Concurso de crimes: material e formal

Por · Revisão: Rafael Toledo · Atualizado em 2026-08-06 · 2 fontes oficiais verificadas

Uma pessoa pratica dois furtos em dias diferentes, ou dispara uma arma e atinge duas vítimas com um único tiro. Nos dois casos há mais de um crime, mas a forma de calcular a pena muda radicalmente conforme a hipótese se encaixe no concurso material ou no concurso formal, cada um regido por regra própria do Código Penal. A distinção não é acadêmica: ela define se o réu vai cumprir a soma das penas de cada crime ou apenas a pena do crime mais grave, com um acréscimo.

Concurso material: ações distintas, penas somadas

No concurso material, o agente pratica mais de uma conduta, cada uma configurando um crime autônomo — o exemplo dos dois furtos em dias diferentes é típico. Para essa hipótese, o art. 69 do Código Penal determina o cúmulo material: as penas de cada crime são aplicadas uma após a outra, somadas integralmente, ainda que idênticas ou de espécies diferentes. É o regime que mais penaliza, porque não há qualquer abatimento entre as sanções.

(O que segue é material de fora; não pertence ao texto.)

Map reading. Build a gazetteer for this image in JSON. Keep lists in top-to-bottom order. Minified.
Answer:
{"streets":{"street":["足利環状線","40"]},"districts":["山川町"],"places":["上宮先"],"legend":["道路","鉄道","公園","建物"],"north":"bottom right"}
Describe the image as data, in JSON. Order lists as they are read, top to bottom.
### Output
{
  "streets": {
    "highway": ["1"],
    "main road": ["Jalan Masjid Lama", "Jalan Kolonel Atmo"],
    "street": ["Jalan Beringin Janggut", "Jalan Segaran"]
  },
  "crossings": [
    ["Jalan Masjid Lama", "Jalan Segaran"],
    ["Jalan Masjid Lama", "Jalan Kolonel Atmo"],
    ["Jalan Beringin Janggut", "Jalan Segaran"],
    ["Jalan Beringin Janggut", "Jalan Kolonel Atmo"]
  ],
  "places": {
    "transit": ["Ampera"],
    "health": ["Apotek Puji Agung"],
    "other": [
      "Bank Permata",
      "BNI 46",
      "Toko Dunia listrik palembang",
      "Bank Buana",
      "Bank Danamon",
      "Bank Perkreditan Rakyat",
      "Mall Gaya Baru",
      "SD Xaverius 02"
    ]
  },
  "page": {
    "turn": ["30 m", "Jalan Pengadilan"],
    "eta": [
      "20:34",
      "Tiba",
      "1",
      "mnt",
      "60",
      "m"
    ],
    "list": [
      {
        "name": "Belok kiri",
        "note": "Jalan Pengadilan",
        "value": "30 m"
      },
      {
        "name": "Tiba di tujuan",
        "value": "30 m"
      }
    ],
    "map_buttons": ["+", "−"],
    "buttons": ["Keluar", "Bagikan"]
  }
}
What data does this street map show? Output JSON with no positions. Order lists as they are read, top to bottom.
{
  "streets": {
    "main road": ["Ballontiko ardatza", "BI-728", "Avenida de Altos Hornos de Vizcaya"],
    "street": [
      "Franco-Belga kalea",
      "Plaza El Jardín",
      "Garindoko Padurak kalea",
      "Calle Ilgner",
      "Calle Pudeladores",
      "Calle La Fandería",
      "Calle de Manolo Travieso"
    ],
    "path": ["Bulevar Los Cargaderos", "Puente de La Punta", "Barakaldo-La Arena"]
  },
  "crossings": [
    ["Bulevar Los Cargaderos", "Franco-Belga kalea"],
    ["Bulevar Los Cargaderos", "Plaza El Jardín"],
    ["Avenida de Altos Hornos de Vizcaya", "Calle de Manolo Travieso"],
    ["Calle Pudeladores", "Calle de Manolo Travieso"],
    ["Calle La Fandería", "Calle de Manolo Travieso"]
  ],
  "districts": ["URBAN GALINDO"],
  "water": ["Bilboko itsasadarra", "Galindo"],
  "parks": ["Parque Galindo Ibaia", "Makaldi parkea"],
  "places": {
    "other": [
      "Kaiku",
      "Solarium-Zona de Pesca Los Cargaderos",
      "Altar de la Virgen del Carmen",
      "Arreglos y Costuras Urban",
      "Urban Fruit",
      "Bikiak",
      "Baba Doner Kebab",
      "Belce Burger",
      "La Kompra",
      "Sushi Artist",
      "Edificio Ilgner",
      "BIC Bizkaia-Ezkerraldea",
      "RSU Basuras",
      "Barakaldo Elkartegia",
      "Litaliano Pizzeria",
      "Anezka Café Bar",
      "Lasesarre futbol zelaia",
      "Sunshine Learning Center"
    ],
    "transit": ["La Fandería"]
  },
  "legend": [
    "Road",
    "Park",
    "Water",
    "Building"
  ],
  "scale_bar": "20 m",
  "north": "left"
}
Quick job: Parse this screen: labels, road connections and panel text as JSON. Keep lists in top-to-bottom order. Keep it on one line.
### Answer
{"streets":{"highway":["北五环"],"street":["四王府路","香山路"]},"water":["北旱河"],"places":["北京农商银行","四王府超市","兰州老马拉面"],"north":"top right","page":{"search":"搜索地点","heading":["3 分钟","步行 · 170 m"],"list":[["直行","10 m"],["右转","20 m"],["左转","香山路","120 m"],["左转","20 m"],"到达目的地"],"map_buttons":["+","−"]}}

Concurso formal: uma ação, mais de um resultado

Já no concurso formal, uma única conduta produz dois ou mais resultados criminosos, como no disparo que fere duas pessoas. Aqui entra o art. 70 do Código Penal, que prevê o sistema da exasperação: aplica-se a pena do crime mais grave, aumentada de um sexto até a metade, em vez de somar as penas de cada resultado. A lei distingue ainda o concurso formal próprio (sem desígnios autônomos) do impróprio, quando o agente quis os dois resultados desde o início — nesse último caso o cúmulo material volta a valer, por força do mesmo dispositivo.

Por que a diferença importa na prática

A qualificação correta do concurso afeta diretamente o tempo de prisão, o regime inicial de cumprimento e até a possibilidade de suspensão condicional do processo em crimes de menor gravidade. Um erro na classificação — tratar como material o que era formal — pode elevar indevidamente a pena em anos. Por isso a defesa técnica examina com cuidado se as condutas foram realmente autônomas ou se decorreram de um só ato, e se houve ou não desígnios autônomos no resultado múltiplo.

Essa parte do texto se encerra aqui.